An Outdated Grid Has Created a Solar Power Economic Divide


If the United States is ever to make a dent in its production of planet-warming carbon emissions, it will have to crank up the use of solar energy, much of which can be generated from rooftops on homes and businesses. Solar provides only 3 percent of the US energy supply today, but the White House and states like California are pushing to boost that to more than 40 percent in the coming decades.

To get there, home and business owners will need more financial incentives to install photovoltaic panels, while large-scale solar farms also will need land and transmission lines to send power from rural areas to cities. Last week, state regulators in California required builders to install solar panels and battery storage in new commercial and high-rise residential buildings. But a new study finds some low-income and minority neighborhoods might be left behind, mainly because utilities haven’t upgraded the electrical grid equally everywhere.

Even if rooftop solar panels were free to everyone, the authors say, homeowners in these areas wouldn’t be able to use power from solar panels to run appliances or charge an electric vehicle without buying a special battery. That’s because the power grid in those areas can’t accept the additional electric current generated by solar panels.

“There isn’t enough capacity for everyone to have solar power, even if that solar were free,” says Anna Brockway, lead author on the study published this week in the journal Nature Energy and a graduate student in the Energy and Resources Group at UC Berkeley. “We find those limitations are starker in Black-identified and disadvantaged communities. Those communities have even less grid capacity per household to be able to accommodate solar that people might want to obtain.”

Brockway and her colleagues studied Pacific Gas and Electric and Southern California Edison, two utilities in California, the state that generates the most solar power in the country. PG&E’s service area stretches from Mount Shasta south to Santa Barbara, while SCE’s service territory covers Los Angeles County, Orange County, and San Bernardino County, as well as the border region with Nevada. They chose these two utility districts because they have the highest use of solar power in the state. Both serve high- and low-income areas, as determined by census tract data, and together provide power to 30 million people.

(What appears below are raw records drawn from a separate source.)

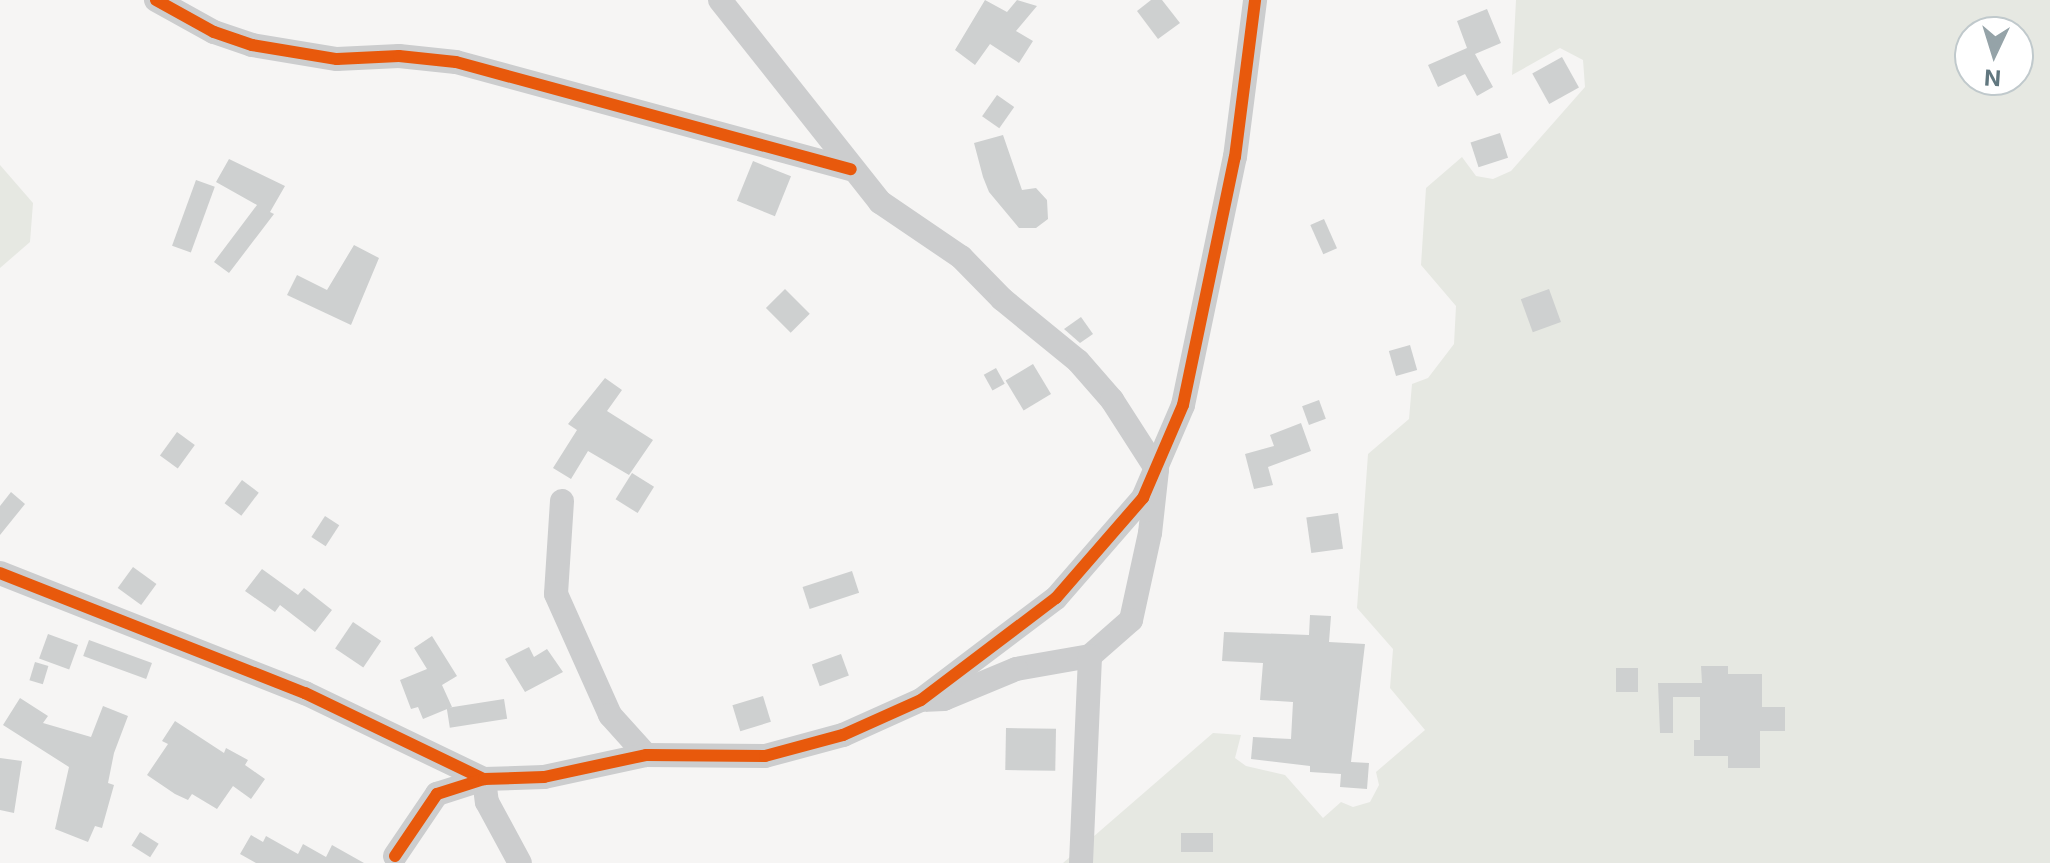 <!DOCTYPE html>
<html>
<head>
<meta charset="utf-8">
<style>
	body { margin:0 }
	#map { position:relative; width:2050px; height:863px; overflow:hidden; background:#f6f5f4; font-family:Inter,sans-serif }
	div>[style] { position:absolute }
	.green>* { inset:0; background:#e6e8e2 }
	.building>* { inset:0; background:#ced0d0; transform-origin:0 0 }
	.minor>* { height:24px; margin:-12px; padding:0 12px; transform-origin:12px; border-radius:12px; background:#cccdce }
	.cycleway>* { height:12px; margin:-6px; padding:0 6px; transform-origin:6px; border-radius:6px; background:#e8590c }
	span { translate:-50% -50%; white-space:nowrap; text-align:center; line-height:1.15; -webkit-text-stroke:8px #fff; paint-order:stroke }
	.north { position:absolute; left:1954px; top:16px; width:80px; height:80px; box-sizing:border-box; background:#fff; border:2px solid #c0c9cc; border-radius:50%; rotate:184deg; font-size:22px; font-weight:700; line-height:32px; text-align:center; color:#61777f }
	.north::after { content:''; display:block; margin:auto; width:28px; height:36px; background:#95a3a8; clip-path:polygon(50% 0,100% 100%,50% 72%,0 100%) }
</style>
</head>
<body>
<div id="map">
	<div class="green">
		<i style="clip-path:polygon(evenodd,1516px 0,2050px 0,2050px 863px,1063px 863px,1213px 733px,1241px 735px,1235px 758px,1246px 766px,1285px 775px,1323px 818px,1341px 802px,1353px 807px,1370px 802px,1379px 785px,1376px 772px,1425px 730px,1390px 688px,1393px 649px,1357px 608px,1368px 454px,1409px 419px,1412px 384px,1428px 378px,1454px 344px,1456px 306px,1421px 265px,1426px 188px,1462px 157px,1476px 176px,1493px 179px,1511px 171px,1585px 87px,1583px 60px,1560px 48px,1512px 75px,1516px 0,1970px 32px,2018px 32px,2018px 80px,1970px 80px,1970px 32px)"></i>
		<i style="clip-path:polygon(0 165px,33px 203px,30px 242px,0 268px)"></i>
	</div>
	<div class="building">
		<i style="clip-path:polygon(985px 0,1007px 12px,1017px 0,1037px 6px,1016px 31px,1033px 41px,1019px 63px,990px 44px,975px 65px,955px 50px)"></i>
		<i style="clip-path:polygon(1151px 0,1162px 0,1180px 23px,1158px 39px,1137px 11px)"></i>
		<i style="clip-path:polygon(1487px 9px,1501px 43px,1475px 54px,1493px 87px,1477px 96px,1465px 74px,1438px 87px,1428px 65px,1467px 48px,1457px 21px)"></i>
		<i style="left:1562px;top:57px;width:35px;height:34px;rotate:61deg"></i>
		<i style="left:997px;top:95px;width:21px;height:26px;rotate:35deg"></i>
		<i style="left:1500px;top:133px;width:26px;height:31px;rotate:72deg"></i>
		<i style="clip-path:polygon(1003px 135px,1022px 190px,1036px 188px,1047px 200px,1048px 219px,1036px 228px,1019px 228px,989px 192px,983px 177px,974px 143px)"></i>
		<i style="clip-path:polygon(229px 159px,285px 186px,270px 212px,274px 214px,229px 273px,214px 262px,257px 205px,216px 182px)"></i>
		<i style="left:753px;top:161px;width:41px;height:43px;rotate:22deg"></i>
		<i style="left:196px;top:180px;width:20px;height:70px;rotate:20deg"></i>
		<i style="left:1324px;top:219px;width:32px;height:15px;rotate:66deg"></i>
		<i style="clip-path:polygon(354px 245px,379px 258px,351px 325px,287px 295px,297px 275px,327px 290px)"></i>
		<i style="left:785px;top:289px;width:35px;height:27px;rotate:45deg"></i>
		<i style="left:1549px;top:289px;width:35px;height:30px;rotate:70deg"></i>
		<i style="clip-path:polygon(1081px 317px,1093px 334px,1080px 343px,1064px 329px)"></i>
		<i style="left:1410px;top:345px;width:26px;height:22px;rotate:74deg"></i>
		<i style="left:1033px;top:364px;width:35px;height:32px;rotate:59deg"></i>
		<i style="left:996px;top:368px;width:18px;height:14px;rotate:61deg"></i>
		<i style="clip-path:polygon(605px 378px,622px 390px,607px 411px,653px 440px,629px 475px,588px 451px,571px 479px,553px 468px,577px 430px,568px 424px)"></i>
		<i style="left:1319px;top:400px;width:20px;height:18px;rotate:70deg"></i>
		<i style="clip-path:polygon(1301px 423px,1311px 451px,1268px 467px,1273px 485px,1254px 489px,1245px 454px,1274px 446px,1270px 435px)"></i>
		<i style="left:177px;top:432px;width:22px;height:29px;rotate:36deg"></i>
		<i style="left:632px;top:473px;width:26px;height:31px;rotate:32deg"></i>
		<i style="left:242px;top:480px;width:21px;height:29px;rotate:37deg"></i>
		<i style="clip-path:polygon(11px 492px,25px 504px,0 535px,0 506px)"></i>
		<i style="left:1338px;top:513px;width:36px;height:32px;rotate:82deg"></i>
		<i style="left:325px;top:516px;width:17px;height:25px;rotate:33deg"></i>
		<i style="left:133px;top:567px;width:29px;height:26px;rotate:36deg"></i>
		<i style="clip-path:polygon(262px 569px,298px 595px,304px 588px,332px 610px,315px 632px,280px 605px,275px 612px,245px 591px)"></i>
		<i style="left:852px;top:571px;width:23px;height:52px;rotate:72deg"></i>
		<i style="clip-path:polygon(1310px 615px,1331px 616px,1329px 642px,1365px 644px,1351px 762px,1369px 763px,1367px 789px,1340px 787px,1341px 774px,1310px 772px,1310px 766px,1251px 759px,1253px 737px,1291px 739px,1293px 702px,1260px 700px,1263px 663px,1222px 661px,1224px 632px,1309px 635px)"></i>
		<i style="left:353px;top:622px;width:34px;height:32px;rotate:34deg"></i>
		<i style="left:48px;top:634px;width:32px;height:26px;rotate:20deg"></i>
		<i style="clip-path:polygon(432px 636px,457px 676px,442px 685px,452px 707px,423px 719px,418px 707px,411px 709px,400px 680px,427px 669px,414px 648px)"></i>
		<i style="left:89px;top:640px;width:67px;height:17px;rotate:20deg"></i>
		<i style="clip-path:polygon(529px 647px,534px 657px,547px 649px,563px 672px,525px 692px,505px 659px)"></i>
		<i style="left:841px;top:654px;width:23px;height:31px;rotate:70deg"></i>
		<i style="left:35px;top:662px;width:14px;height:19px;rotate:17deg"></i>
		<i style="clip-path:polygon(1701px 666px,1728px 666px,1728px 674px,1762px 674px,1762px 707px,1785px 707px,1785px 731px,1760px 731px,1760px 768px,1728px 768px,1728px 756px,1694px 756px,1694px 740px,1700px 740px,1700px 697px,1673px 697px,1673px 733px,1660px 733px,1658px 683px,1702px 683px)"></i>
		<i style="left:1616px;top:668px;width:22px;height:24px"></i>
		<i style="left:763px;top:696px;width:27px;height:32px;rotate:73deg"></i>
		<i style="clip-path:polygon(20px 698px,48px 716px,43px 723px,91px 737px,103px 706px,128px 716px,114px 753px,108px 783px,114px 785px,102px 828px,95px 826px,88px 842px,55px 829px,69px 767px,3px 725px)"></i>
		<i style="left:504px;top:699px;width:20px;height:58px;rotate:81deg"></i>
		<i style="clip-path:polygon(175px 721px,224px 753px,226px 748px,248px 760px,245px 765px,265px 779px,251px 799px,233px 786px,217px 809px,192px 794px,188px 800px,175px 794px,147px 775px,168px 744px,162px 741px)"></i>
		<i style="left:1006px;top:728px;width:50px;height:42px;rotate:1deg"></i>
		<i style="clip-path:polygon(0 758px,22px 761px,14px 813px,0 810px)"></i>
		<i style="left:140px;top:832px;width:22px;height:16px;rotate:32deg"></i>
		<i style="left:1181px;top:833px;width:32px;height:19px"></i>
		<i style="clip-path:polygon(251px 835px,263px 842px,266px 836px,298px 854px,303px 844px,326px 857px,332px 845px,364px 863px,256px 863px,240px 854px)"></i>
	</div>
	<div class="minor">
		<i style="left:156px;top:0;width:66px;rotate:28.9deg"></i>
		<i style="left:214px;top:32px;width:40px;rotate:18.9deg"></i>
		<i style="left:252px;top:45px;width:86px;rotate:9.4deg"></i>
		<i style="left:337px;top:59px;width:62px;rotate:-2.8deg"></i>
		<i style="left:399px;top:56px;width:57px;rotate:6deg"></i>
		<i style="left:456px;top:62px;width:409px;rotate:15.2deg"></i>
		<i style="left:720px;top:0;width:258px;rotate:51.6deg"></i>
		<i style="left:880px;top:202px;width:98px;rotate:34.2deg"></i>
		<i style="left:961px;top:257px;width:59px;rotate:45.7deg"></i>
		<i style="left:1002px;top:299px;width:98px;rotate:39.2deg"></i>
		<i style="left:1078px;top:361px;width:52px;rotate:48.9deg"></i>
		<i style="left:1112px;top:400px;width:83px;rotate:57.3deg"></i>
		<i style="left:1157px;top:470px;width:63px;rotate:96.3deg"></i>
		<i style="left:1150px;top:533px;width:89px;rotate:102.3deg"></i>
		<i style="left:1131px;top:620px;width:55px;rotate:138.7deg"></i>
		<i style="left:1090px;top:656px;width:75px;rotate:170deg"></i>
		<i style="left:1016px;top:669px;width:78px;rotate:157.4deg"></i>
		<i style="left:944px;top:699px;width:17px;rotate:177deg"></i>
		<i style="left:562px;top:501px;width:93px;rotate:93.7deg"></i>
		<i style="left:556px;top:594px;width:133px;rotate:65.9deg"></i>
		<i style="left:610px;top:715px;width:54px;rotate:48deg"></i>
		<i style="left:0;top:573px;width:328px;rotate:21.5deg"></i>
		<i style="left:305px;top:693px;width:199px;rotate:25.7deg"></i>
		<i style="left:484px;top:779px;width:23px;rotate:83deg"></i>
		<i style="left:487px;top:802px;width:69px;rotate:61.6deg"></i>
		<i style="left:395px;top:856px;width:75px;rotate:-55.9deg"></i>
		<i style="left:437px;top:794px;width:49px;rotate:-17.7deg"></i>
		<i style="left:484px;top:779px;width:60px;rotate:-1.9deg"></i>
		<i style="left:544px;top:777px;width:104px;rotate:-12.2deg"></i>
		<i style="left:646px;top:755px;width:119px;rotate:0.5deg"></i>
		<i style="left:765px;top:756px;width:81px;rotate:-15.1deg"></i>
		<i style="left:843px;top:735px;width:85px;rotate:-24.2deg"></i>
		<i style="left:921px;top:700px;width:169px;rotate:-37.1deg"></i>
		<i style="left:1056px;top:598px;width:133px;rotate:-49deg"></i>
		<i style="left:1143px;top:498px;width:101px;rotate:-66.7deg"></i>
		<i style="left:1183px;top:405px;width:253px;rotate:-78.2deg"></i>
		<i style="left:1235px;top:157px;width:158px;rotate:-82.7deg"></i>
		<i style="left:1081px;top:863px;width:207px;rotate:-87.5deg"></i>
	</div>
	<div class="cycleway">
		<i style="left:156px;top:0;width:66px;rotate:28.9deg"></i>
		<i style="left:214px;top:32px;width:40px;rotate:18.9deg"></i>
		<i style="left:252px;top:45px;width:86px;rotate:9.4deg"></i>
		<i style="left:337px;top:59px;width:62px;rotate:-2.8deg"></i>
		<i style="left:399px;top:56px;width:57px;rotate:6deg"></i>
		<i style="left:456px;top:62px;width:409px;rotate:15.2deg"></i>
		<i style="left:0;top:573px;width:328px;rotate:21.5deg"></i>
		<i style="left:305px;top:693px;width:199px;rotate:25.7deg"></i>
		<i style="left:395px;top:856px;width:75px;rotate:-55.9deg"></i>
		<i style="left:437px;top:794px;width:49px;rotate:-17.7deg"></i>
		<i style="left:484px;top:779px;width:60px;rotate:-1.9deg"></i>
		<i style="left:544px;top:777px;width:104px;rotate:-12.2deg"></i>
		<i style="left:646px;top:755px;width:119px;rotate:0.5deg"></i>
		<i style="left:765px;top:756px;width:81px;rotate:-15.1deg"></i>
		<i style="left:843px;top:735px;width:85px;rotate:-24.2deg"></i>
		<i style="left:921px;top:700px;width:169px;rotate:-37.1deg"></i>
		<i style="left:1056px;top:598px;width:133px;rotate:-49deg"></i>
		<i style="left:1143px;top:498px;width:101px;rotate:-66.7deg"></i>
		<i style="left:1183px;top:405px;width:253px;rotate:-78.2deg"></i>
		<i style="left:1235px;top:157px;width:158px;rotate:-82.7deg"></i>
	</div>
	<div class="north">N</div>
</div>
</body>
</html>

The researchers compared the utility’s own maps of “hosting capacity,” which is how much power the electric grid can handle in each neighborhood, to census data on racial demographics and economics at the block level. They then estimated how much circuit capacity would be needed to accommodate rooftop solar and distribute it in neighborhoods.

For decades, the power grid has been built to send electricity in one direction—from a power plant, through transmission lines, to the home or business. But homeowners have started producing electricity and sending it the other way. In wealthier areas and whiter communities, where solar panels have become common in the past few decades, utilities have upgraded equipment so that the two-way current flow is easier. “Early adopters disproportionately fit into certain demographic characteristics of being white and of being higher income than the average ratepayer,” Brockway says.

But that’s not the case in minority neighborhoods, where rooftop solar isn’t as common. Take, for example, the transformers that connect power lines to each home or business. Older ones are not built to carry extra power generated from rooftop panels in the opposite direction. Any extra current flow would be turned into heat, which can damage or destroy the transformers. “Anytime you are moving electricity from one place to another, whether solar power or through the grid to charge something, there’s going to be an increased amount of power current flowing through the lines,” Brockway says. Those lines, she continues, “are only able to handle a certain amount of current.”

This congestion might also make it tougher to charge electric vehicles at home, says Mohit Chhabra, senior scientist at the Natural Resources Defense Council, and that will make it harder for the US to switch from gas-powered to cleaner EVs. “The fact that the grid isn’t ready to take on the level of electrification that we want to isn’t a good thing,” Chhabra says. “We don’t want a situation where Black and lower-income neighborhoods are unable to charge their vehicle at home or near their home.”